> **What the task asks**
The following entries are to be repeated exactly, and the pictures are to be left behind.

> **Records**

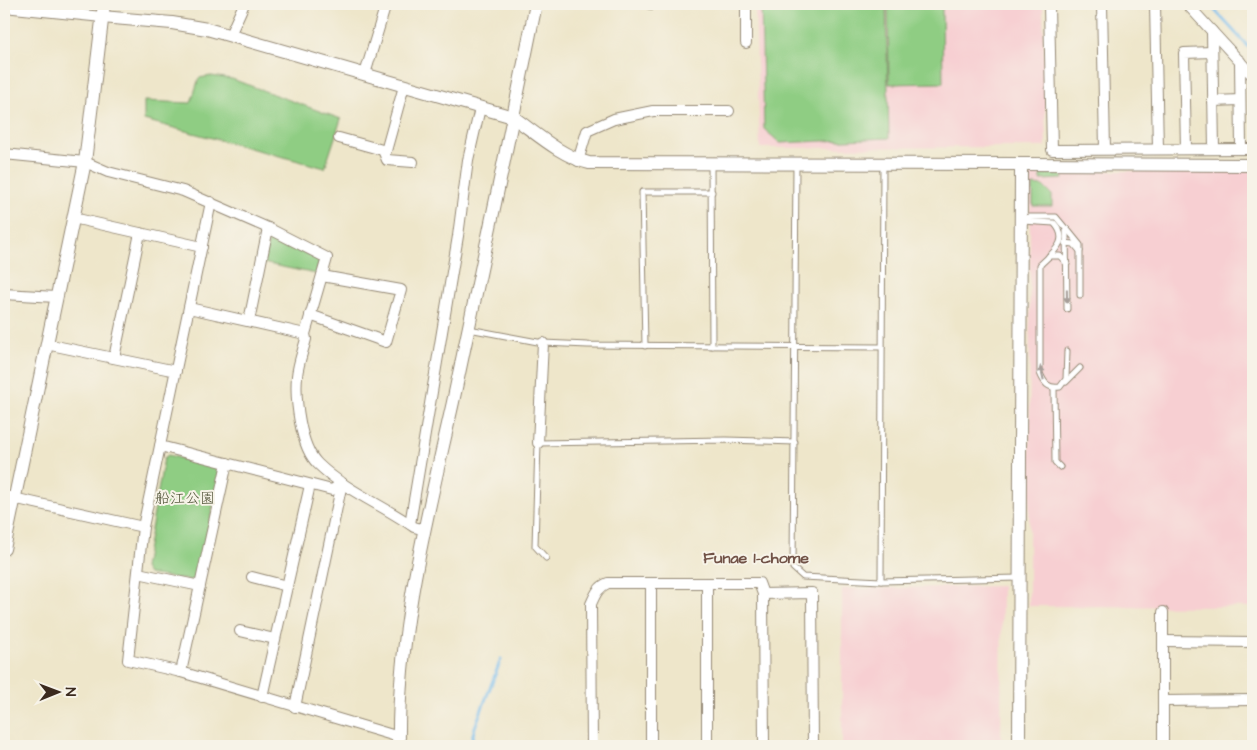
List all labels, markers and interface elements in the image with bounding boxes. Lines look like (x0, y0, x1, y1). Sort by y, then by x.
one-way arrow (1063, 288, 1071, 304)
one-way arrow (1038, 365, 1046, 380)
park label: 船江公園 (155, 488, 215, 509)
district label: Funae 1-chome (703, 547, 809, 569)
north arrow (32, 668, 82, 718)
text: N (60, 687, 80, 697)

> **Exercise output**
List all labels, markers and interface elements in the image with bounding boxes. Lines look like (x0, y0, x1, y1). Sort by y, then by x.
one-way arrow (1063, 288, 1071, 304)
one-way arrow (1038, 365, 1046, 380)
park label: 船江公園 (155, 488, 215, 509)
district label: Funae 1-chome (703, 547, 809, 569)
north arrow (32, 668, 82, 718)
text: N (60, 687, 80, 697)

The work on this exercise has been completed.